Styles of Treatment: From Recovery to Relapse

During the early recovery or “remission phase” from an alcohol use disorder (within the first 12-months post-cessation of alcohol), patients have a higher change of abstaining from alcohol if they reside temporarily in a place that that is not conducive to drinking. This is especially the case if the individual is aiming for complete abstinence (as opposed to reducing their drinking). Thus, a residential center or halfway house can be an important treatment resource for the alcoholic newly discharged from inpatient care. The halfway house provides emotional support, counseling and progressive entry into society.

Sober living community homes are similar in that they are semi-controlled residences where the patient can live among other people who are in recovery. This can be a positive step for several reasons. The patient has a chance to build a support network with other individuals who are in recovery and “understand” what they have been through. Also, the patient is included in regular, ongoing activities, such as A.A. meetings and support groups; these can encourage abstinence and serve as a reminder for their motivation to remain sober. In addition, the patient has minimal chance of encountering direct alcohol cues, such as a liquor store or an open bottle of wine in the home. Moreover, because social and cultural components of the patient’s old familiar environment has likely served as a previous for using alcohol, temporary relocation in the community can be a great ally to the patient during their most-vulnerable time.

After discharge from inpatient rehab, follow-up treatment is essential for relapse prevention. Follow-up  treatment can range in intensity, from routine outpatient visits with a social worker or psychiatric professional, to residential treatment in a strict alcohol-free environment. If an individual does not choose residential treatment in an alcohol-free setting, such as a sober living home, there are outpatient resources available. Ongoing follow-up with professionals and community resources can boost patient accountability and motivation for reducing harm due to alcohol. In general, any follow-up intervention involving a mental health professional’s monitoring the patient’s abstinence status and psychological adjustment is a good idea. More-frequent checks are advised, especially in the early stages following cessation from alcohol use. However, any follow-up is generally seen as being better than none.

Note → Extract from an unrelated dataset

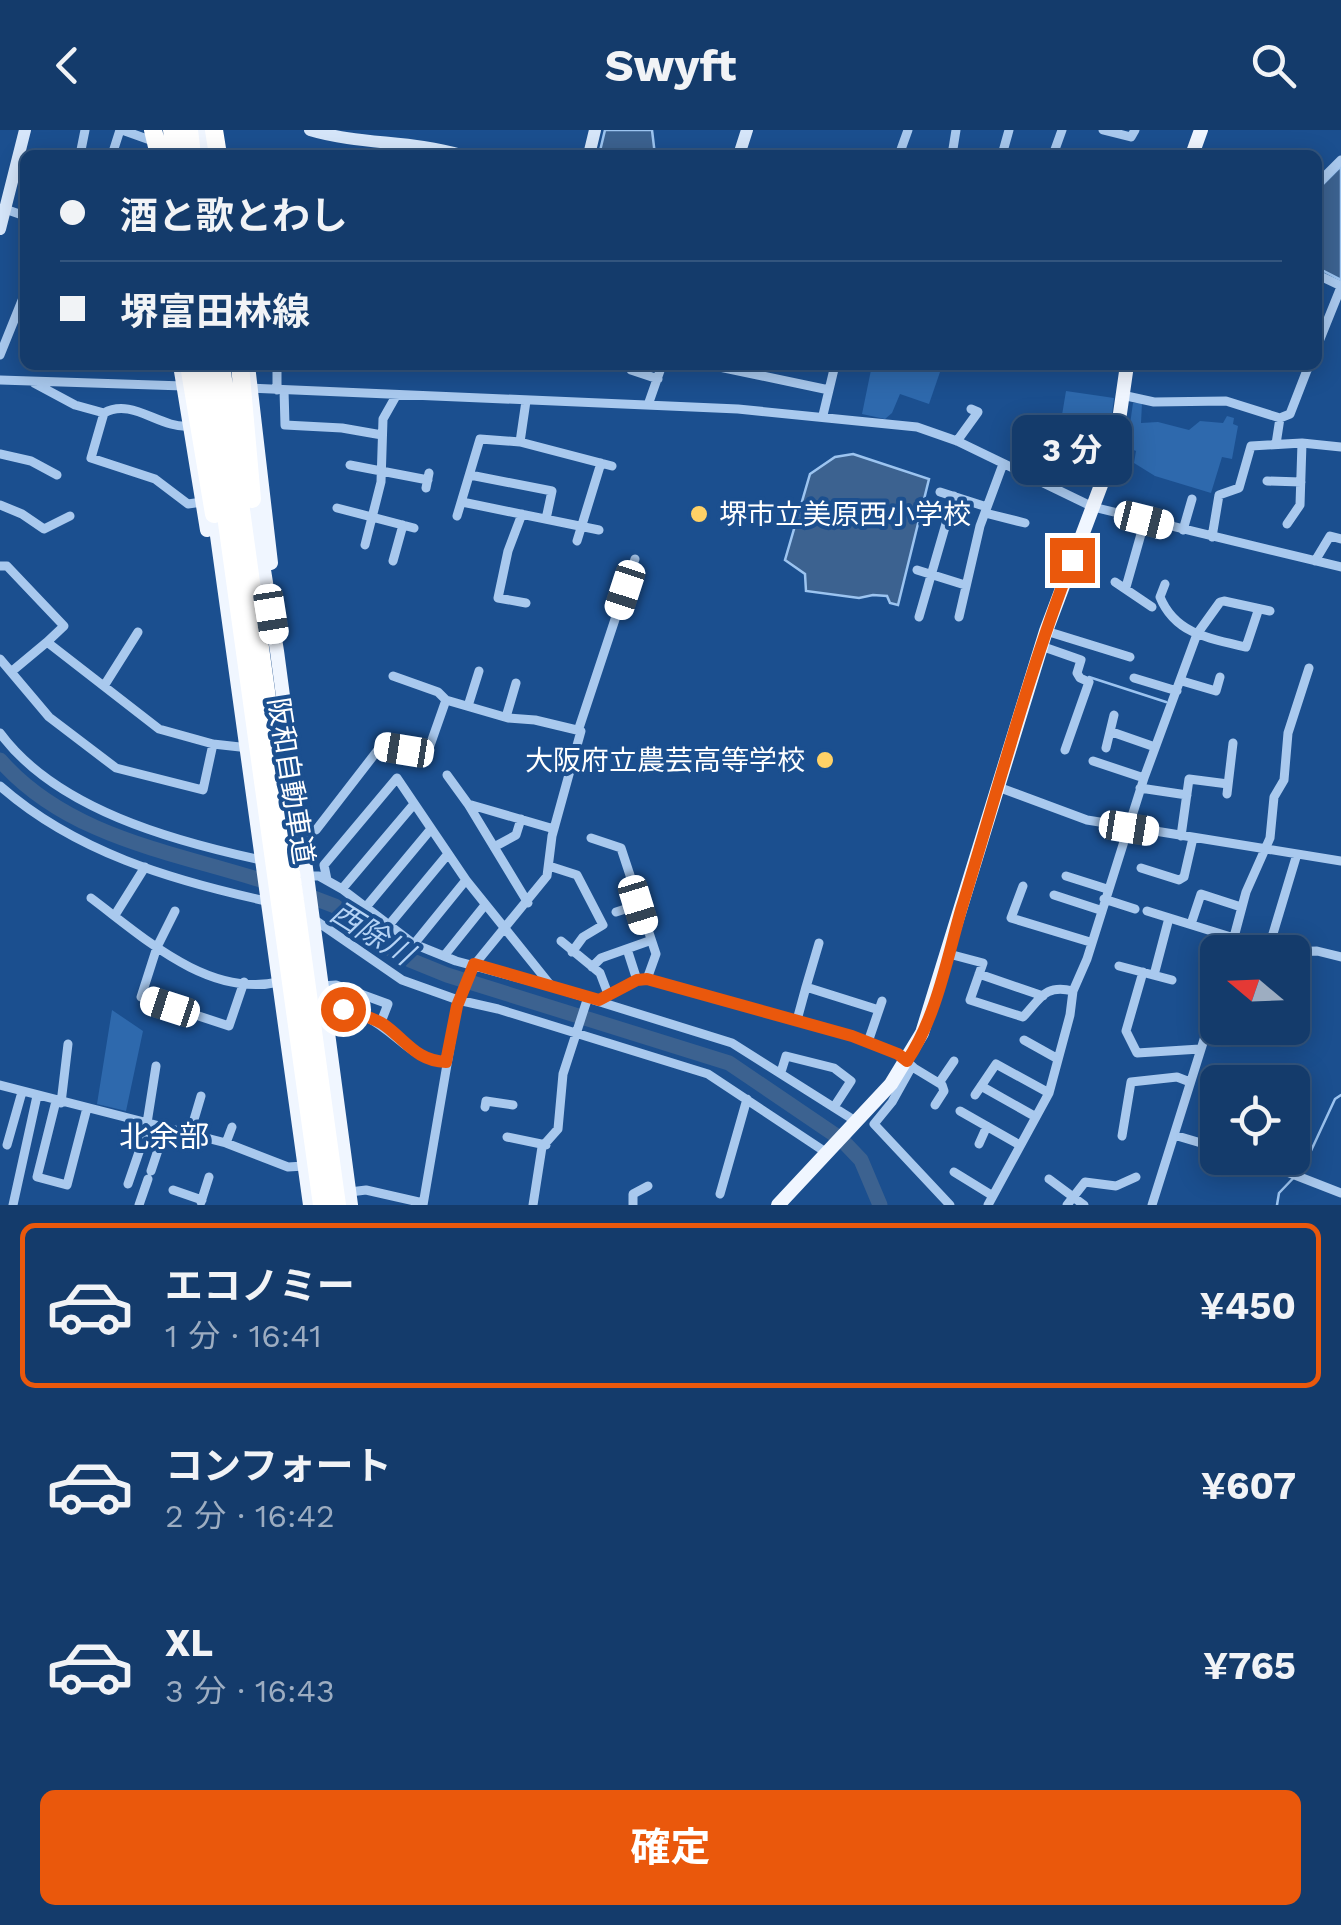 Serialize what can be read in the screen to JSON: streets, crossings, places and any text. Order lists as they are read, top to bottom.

Follow-up treatment can range in intensity, from routine outpatient visits with a social worker or psychiatric professional, to residential treatment in a strict alcohol-free environment. As noted, psychosocial treatments aim to alter patients’ psychological and behavioral tendencies by intervening on the greater social and environmental context surrounding the problem.

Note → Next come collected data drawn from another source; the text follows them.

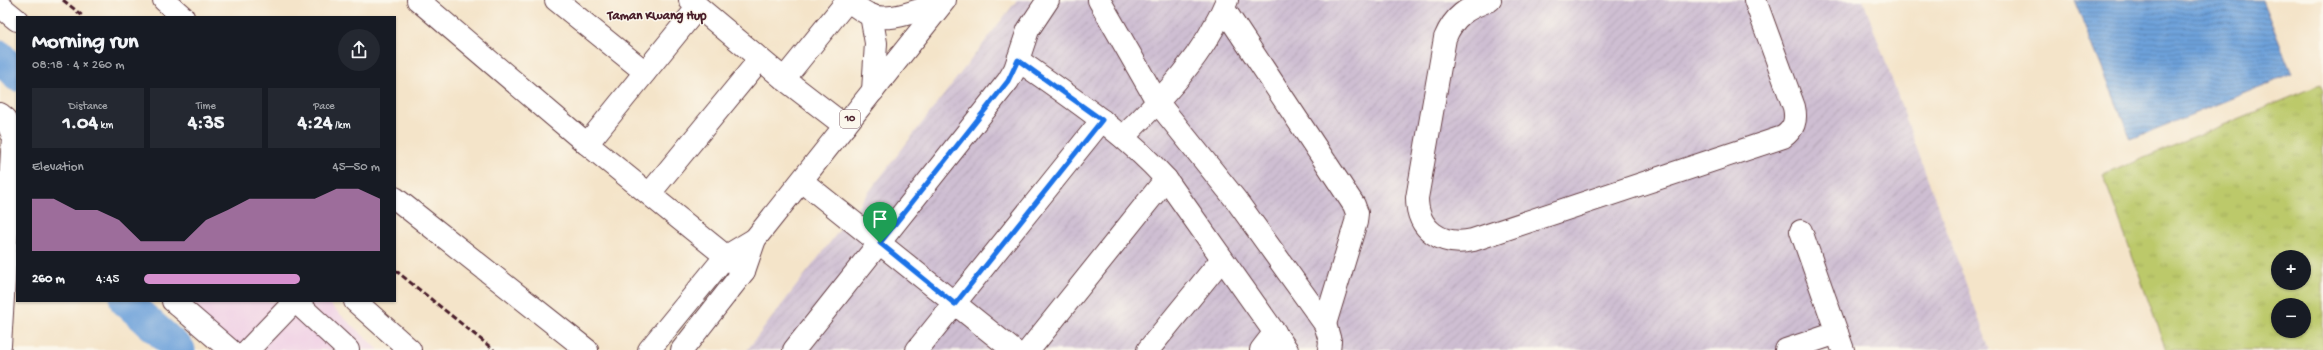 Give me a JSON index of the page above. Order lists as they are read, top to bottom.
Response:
{
  "streets": {
    "street": ["10"]
  },
  "districts": ["Taman Kwang Hup"],
  "page": {
    "heading": ["Morning run", "08:18 · 4 × 260 m"],
    "stats": [
      ["Distance", "1.04 km"],
      ["Time", "4:35"],
      ["Pace", "4:24 /km"]
    ],
    "chart": ["Elevation", "45–50 m"],
    "map_buttons": ["+", "−"],
    "list": [
      {
        "name": "260 m",
        "note": "4:45"
      }
    ]
  }
} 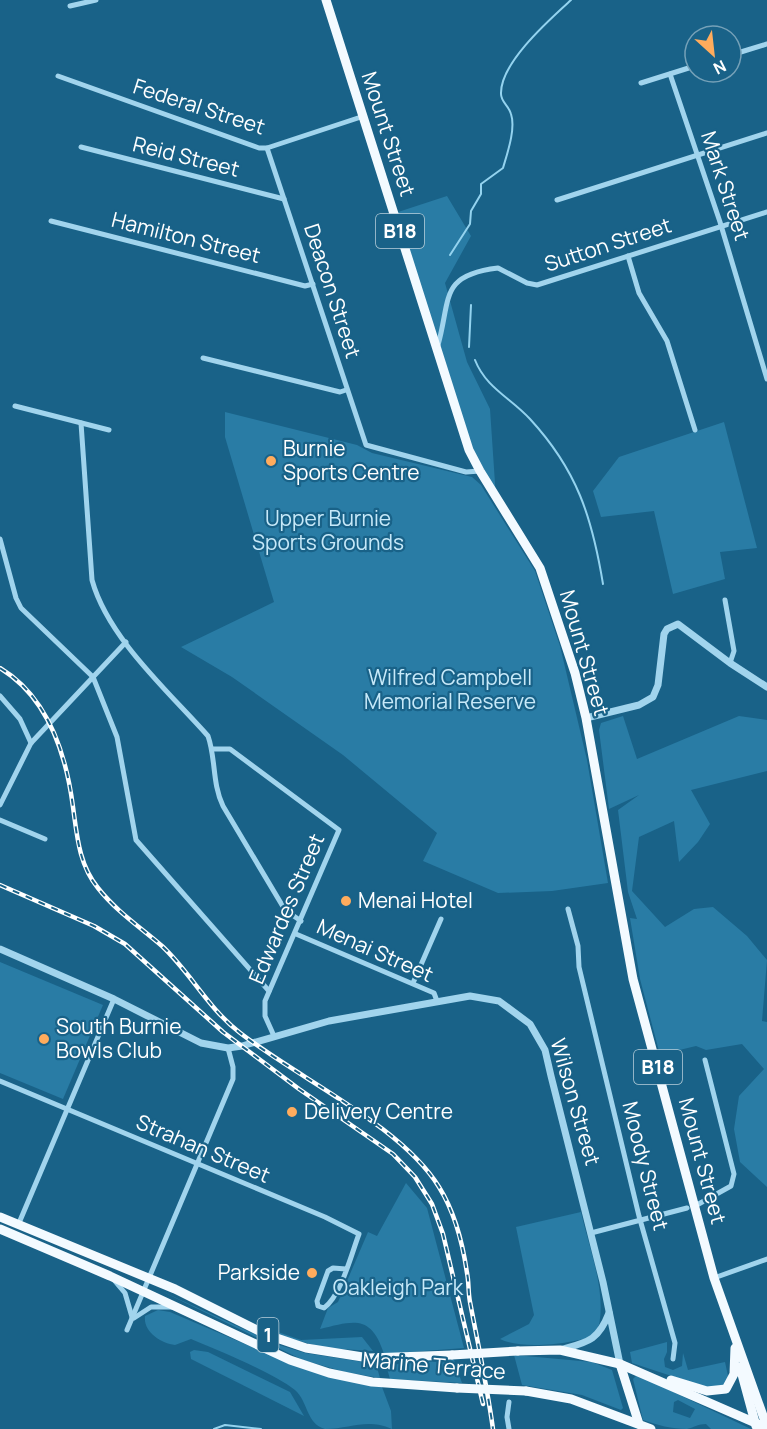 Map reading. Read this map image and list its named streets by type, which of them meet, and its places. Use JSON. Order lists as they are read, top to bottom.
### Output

The most tightly controlled and structured outpatient psychosocial interventions are primarily of behavioral nature with a focus on case management. These often take a team approach, involving various professionals with differing expertise working collaboratively with the patient. This team may include a case manager, social worker, psychiatrist, and psychotherapist. Many court-mandated interventions for alcohol-related criminal charges involve such a structure.